Example Calculation for a 2500 sq.ft House

Using the regression equation:

\[ \text{Price} = 124.9 + (-0.094 \times 2500) + (9.538 \times 10^{-5} \times 2500^2) \]

\[ = 124.9 - 235 + (9.538 \times 6,250,000) \]

\[ = 124.9 - 235 + 596.1 \]

\[ = 486 \]

Thus, the predicted house price for a 2500 sq.ft home is $486,000.


11.4.4 Performing Polynomial Regression in Excel

Steps to Perform Regression in Excel

  1. Enter the Data:
    • Open Excel and enter the Size in column A and Price in column B.
  2. Create Additional Columns for Polynomial Terms:
    • In column C, compute Size² using =A2^2.
  3. Using Data Analysis Tool:
    • Go to DataData AnalysisRegression.
    • Select Input Y Range (Price column).
    • Select Input X Range (Size and Size² columns).
    • Click OK.
  4. Interpret the Results:
    • Intercept (\(\beta_0\)): Represents the base price when size is 0.
    • Size Coefficient (\(\beta_1\)): Linear term.
    • Size² Coefficient (\(\beta_2\)): Captures non-linearity.

11.4.5 Performing Polynomial Regression in SPSS

Load Data from Excel into SPSS

  • Open SPSS.
  • Click on FileOpenData.
  • Select Excel (.xls, .xlsx) as the file type and browse to your Excel file.
  • Ensure the “Read variable names from the first row of data” option is checked.
  • Click Open to import the data.

Run the Regression Analysis

  • Click on AnalyzeRegressionLinear.
  • In the Linear Regression dialog box:
    • Move Price to the Dependent variable box.
    • Move Size and Size² to the Independent(s) variable box.
  • Click OK to run the regression.

Interpret the Results

  • Intercept (\(\beta_0\)): Represents the base price.
  • Size (\(\beta_1\)): Linear effect.
  • Size² (\(\beta_2\)): Captures non-linearity in house prices.

11.5 Nonlinear Regression

11.5.1 Overview

Nonlinear regression is used when the relationship between X and Y is not linear. It models complex patterns using curved functions such as exponential, logarithmic, and power functions.

Common nonlinear regression equations:

  • Exponential: Y = a * e^(bX)
  • Logarithmic: Y = a + b * log(X)
  • Power: Y = a * X^b

Example Applications

  • Modeling population growth using an exponential function.
  • Predicting disease spread in epidemiology.
  • Analyzing chemical reaction rates in physics and chemistry.

Advantages

  • Can model more complex relationships than linear regression.
  • Provides better accuracy when data is not linearly distributed.

Limitations

  • More complex to interpret and implement.
  • Requires more computational power.

11.6 Quantile Regression

11.6.1 Overview

Quantile regression estimates conditional quantiles of the dependent variable instead of just predicting the mean (as in linear regression).
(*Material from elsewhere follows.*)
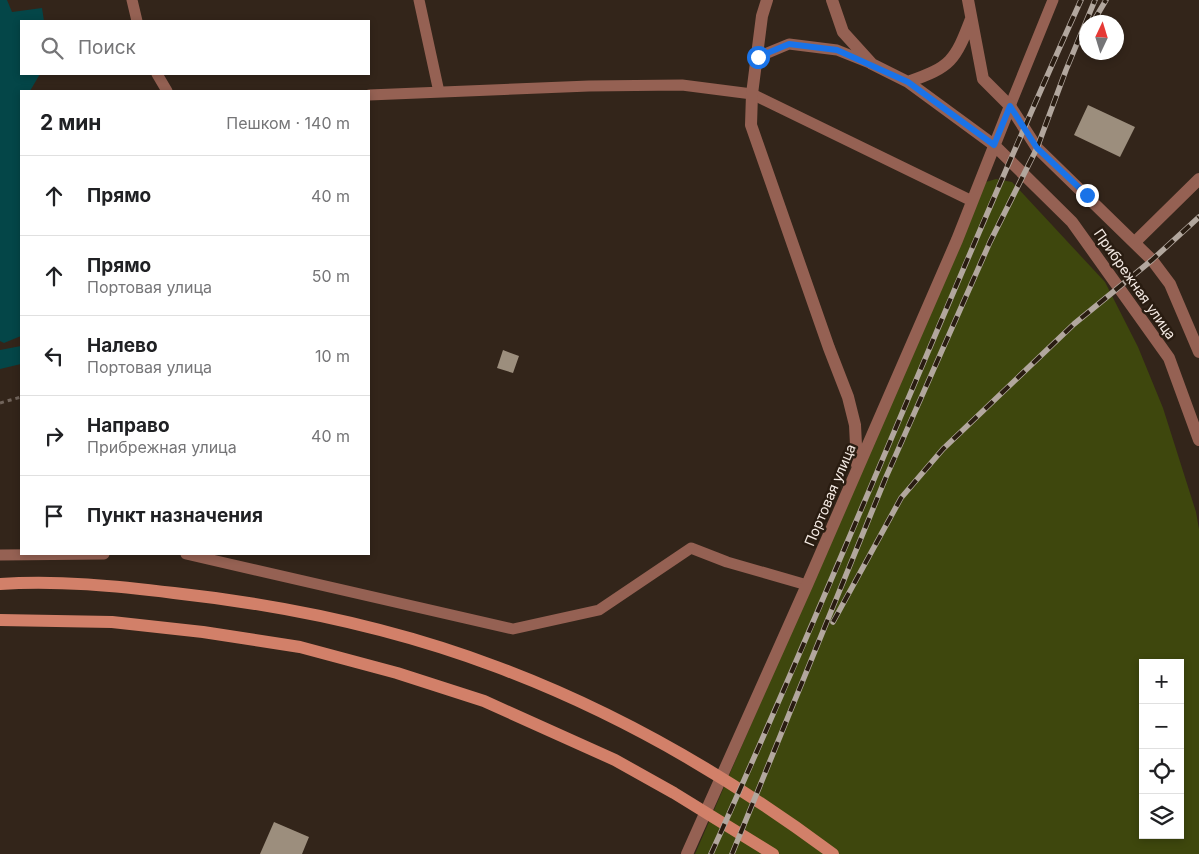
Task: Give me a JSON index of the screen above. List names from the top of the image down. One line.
{"streets":{"street":["Прибрежная улица","Портовая улица"]},"crossings":[["Прибрежная улица","Портовая улица"]],"north":"top","page":{"search":"Поиск","heading":["2 мин","Пешком · 140 m"],"list":[["Прямо","40 m"],["Прямо","Портовая улица","50 m"],["Налево","Портовая улица","10 m"],["Направо","Прибрежная улица","40 m"],"Пункт назначения"],"map_buttons":["+","−"]}}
This makes it more robust to outliers and useful for heterogeneous distributions.

Instead of:

Y = β₀ + β₁X + ε

Quantile regression models different quantiles (e.g., 25th, 50th, 75th percentiles) by minimizing an asymmetric loss function.

Example Applications

  • House price estimation for different market segments (luxury, mid-range, affordable).
  • Income distribution modeling across various economic groups.
  • Risk assessment in finance by predicting high-loss scenarios.

Advantages

  • More robust to outliers than standard linear regression.
  • Suitable for modeling skewed and heterogeneous data.

Limitations

  • Computationally more complex.
  • Harder to interpret compared to standard linear regression.